**ACTIVITY**. Nothing other than an exact copy of the records should be returned.

######

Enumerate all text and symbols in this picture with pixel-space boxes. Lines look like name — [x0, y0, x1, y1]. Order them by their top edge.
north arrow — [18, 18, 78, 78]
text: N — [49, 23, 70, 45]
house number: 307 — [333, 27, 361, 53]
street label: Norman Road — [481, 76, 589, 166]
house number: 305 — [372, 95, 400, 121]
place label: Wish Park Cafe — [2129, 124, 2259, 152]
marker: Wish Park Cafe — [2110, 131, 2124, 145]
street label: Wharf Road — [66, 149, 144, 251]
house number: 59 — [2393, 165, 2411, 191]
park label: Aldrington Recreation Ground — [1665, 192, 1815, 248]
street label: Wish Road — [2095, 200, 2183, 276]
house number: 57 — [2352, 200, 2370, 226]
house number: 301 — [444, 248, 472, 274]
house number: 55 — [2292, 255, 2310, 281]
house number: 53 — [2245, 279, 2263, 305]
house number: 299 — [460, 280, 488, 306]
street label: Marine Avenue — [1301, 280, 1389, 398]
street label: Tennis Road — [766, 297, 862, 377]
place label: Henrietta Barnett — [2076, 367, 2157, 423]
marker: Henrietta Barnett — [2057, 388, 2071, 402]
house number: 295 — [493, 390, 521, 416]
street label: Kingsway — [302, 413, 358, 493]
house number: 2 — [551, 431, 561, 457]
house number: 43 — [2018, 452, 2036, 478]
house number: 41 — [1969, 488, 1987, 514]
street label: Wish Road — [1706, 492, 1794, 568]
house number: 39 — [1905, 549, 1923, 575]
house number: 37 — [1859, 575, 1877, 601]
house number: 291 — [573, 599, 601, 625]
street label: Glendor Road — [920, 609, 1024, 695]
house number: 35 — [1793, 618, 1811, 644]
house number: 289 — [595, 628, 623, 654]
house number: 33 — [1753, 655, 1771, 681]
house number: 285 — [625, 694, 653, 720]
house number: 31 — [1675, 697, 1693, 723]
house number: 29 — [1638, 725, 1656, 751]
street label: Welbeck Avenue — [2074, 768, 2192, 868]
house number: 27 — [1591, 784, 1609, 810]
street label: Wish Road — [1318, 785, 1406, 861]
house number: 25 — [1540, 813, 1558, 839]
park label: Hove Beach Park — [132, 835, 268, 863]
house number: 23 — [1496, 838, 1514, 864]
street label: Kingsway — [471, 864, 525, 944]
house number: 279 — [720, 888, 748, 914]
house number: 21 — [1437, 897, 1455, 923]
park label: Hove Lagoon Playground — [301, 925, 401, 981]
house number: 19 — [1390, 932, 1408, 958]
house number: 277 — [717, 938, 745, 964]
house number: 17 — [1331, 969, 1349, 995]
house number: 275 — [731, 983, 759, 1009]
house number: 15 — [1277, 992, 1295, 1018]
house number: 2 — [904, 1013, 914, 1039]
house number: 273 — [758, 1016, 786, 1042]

######

**SOLVED PROBLEM**.
Enumerate all text and symbols in this picture with pixel-space boxes. Lines look like name — [x0, y0, x1, y1]. Order them by their top edge.
north arrow — [18, 18, 78, 78]
text: N — [49, 23, 70, 45]
house number: 307 — [333, 27, 361, 53]
street label: Norman Road — [481, 76, 589, 166]
house number: 305 — [372, 95, 400, 121]
place label: Wish Park Cafe — [2129, 124, 2259, 152]
marker: Wish Park Cafe — [2110, 131, 2124, 145]
street label: Wharf Road — [66, 149, 144, 251]
house number: 59 — [2393, 165, 2411, 191]
park label: Aldrington Recreation Ground — [1665, 192, 1815, 248]
street label: Wish Road — [2095, 200, 2183, 276]
house number: 57 — [2352, 200, 2370, 226]
house number: 301 — [444, 248, 472, 274]
house number: 55 — [2292, 255, 2310, 281]
house number: 53 — [2245, 279, 2263, 305]
house number: 299 — [460, 280, 488, 306]
street label: Marine Avenue — [1301, 280, 1389, 398]
street label: Tennis Road — [766, 297, 862, 377]
place label: Henrietta Barnett — [2076, 367, 2157, 423]
marker: Henrietta Barnett — [2057, 388, 2071, 402]
house number: 295 — [493, 390, 521, 416]
street label: Kingsway — [302, 413, 358, 493]
house number: 2 — [551, 431, 561, 457]
house number: 43 — [2018, 452, 2036, 478]
house number: 41 — [1969, 488, 1987, 514]
street label: Wish Road — [1706, 492, 1794, 568]
house number: 39 — [1905, 549, 1923, 575]
house number: 37 — [1859, 575, 1877, 601]
house number: 291 — [573, 599, 601, 625]
street label: Glendor Road — [920, 609, 1024, 695]
house number: 35 — [1793, 618, 1811, 644]
house number: 289 — [595, 628, 623, 654]
house number: 33 — [1753, 655, 1771, 681]
house number: 285 — [625, 694, 653, 720]
house number: 31 — [1675, 697, 1693, 723]
house number: 29 — [1638, 725, 1656, 751]
street label: Welbeck Avenue — [2074, 768, 2192, 868]
house number: 27 — [1591, 784, 1609, 810]
street label: Wish Road — [1318, 785, 1406, 861]
house number: 25 — [1540, 813, 1558, 839]
park label: Hove Beach Park — [132, 835, 268, 863]
house number: 23 — [1496, 838, 1514, 864]
street label: Kingsway — [471, 864, 525, 944]
house number: 279 — [720, 888, 748, 914]
house number: 21 — [1437, 897, 1455, 923]
park label: Hove Lagoon Playground — [301, 925, 401, 981]
house number: 19 — [1390, 932, 1408, 958]
house number: 277 — [717, 938, 745, 964]
house number: 17 — [1331, 969, 1349, 995]
house number: 275 — [731, 983, 759, 1009]
house number: 15 — [1277, 992, 1295, 1018]
house number: 2 — [904, 1013, 914, 1039]
house number: 273 — [758, 1016, 786, 1042]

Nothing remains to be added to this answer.